4.1. Disassembly Optimization Methods

The complete disassembly is often considered to acquire the optimal economic benefit and environmental friends, while partial disassembly has more advantages to support the echelon utilization for the EV battery [108]. There are many problems for the EV battery disassembly process, e.g., the optimal disassembly process or disassembly depth for the retired EV battery. Traditional remanufacture seeks the best disassembly level of the product. It improves product performance by replacing certain parts to balance economic benefits and disassembly depth [109]. However, this cannot maximize the use of retired batteries, so we need to determine the depth of battery disassembly by combining the parameters of the battery characteristics and economic and environmental requirements. Owing to the complexity of connection types from disassembled EV batteries (e.g., mechanical fasteners, such as nuts and bolts, spring clasp, screws, snaps, crimping, etc.; welding and welded joints through various welding processes; and bonded joints for electrical insulation, sealing, and thermal conductors, etc.), it is necessary to determine the optimal disassembly sequences and operations under the safety status. However, it is preferable to adopt the non-destructive disassembly methods to accomplish the disassembly tasks (i.e., screwing and selective soldering).
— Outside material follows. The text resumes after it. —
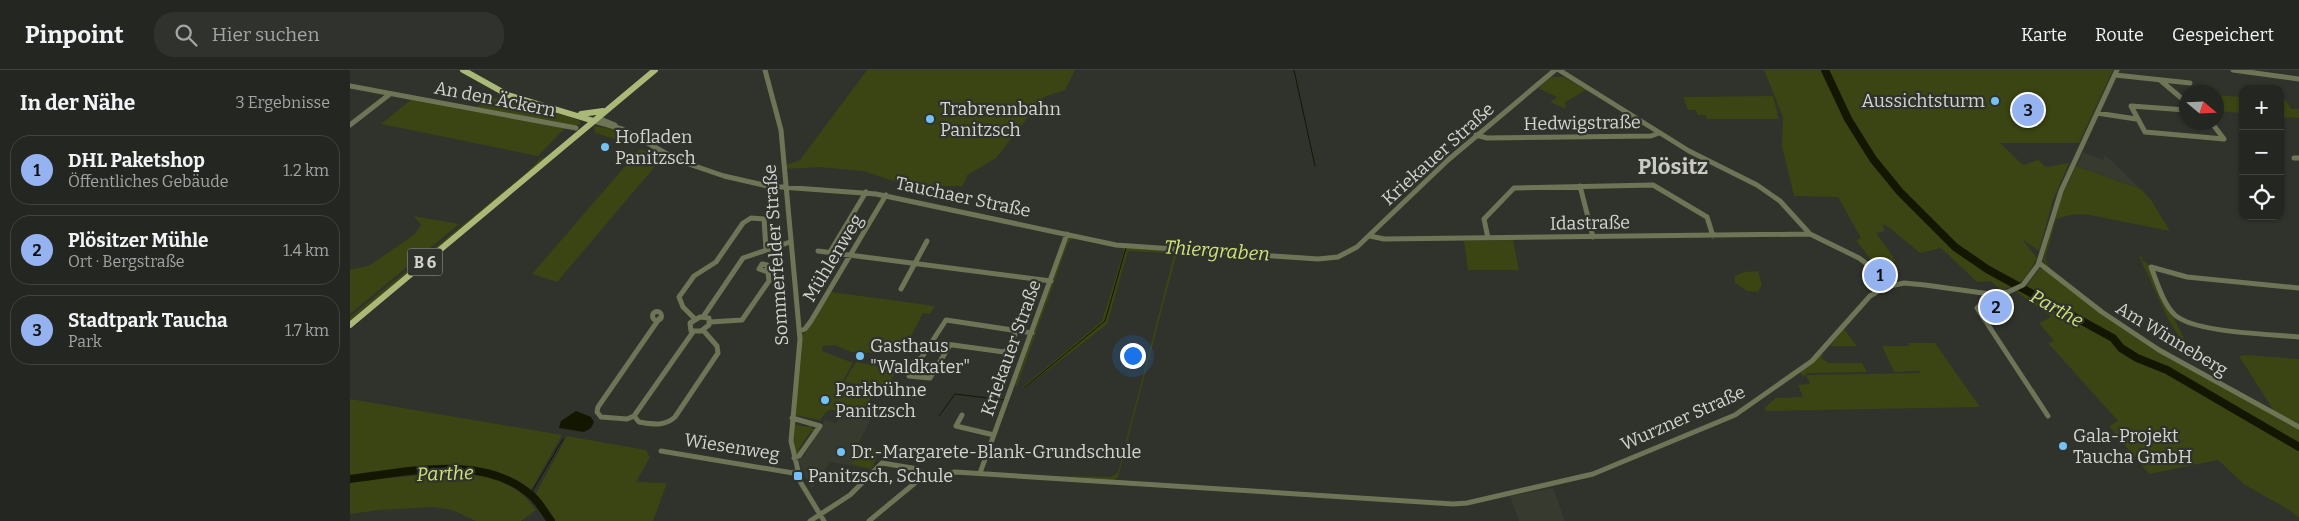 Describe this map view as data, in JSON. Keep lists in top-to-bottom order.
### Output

From the battery pack to the modules, then to the cells, making decisions for the disassembly sequence is required to determine the optimal disassembly depth and how to remove the lid, the electrical/mechanical/chemical connection, the electronic component, the module, the battery, and even the cathode, anode, separator, and electrolyte in the battery disassembly process [110]. Therefore, it is important to make reasonable disassembly planning for the specific disassembly tasks to realize the disassembly sequence optimization, as shown in Table 8.
Table 8. Related works from the literature about optimization methods for disassembly process.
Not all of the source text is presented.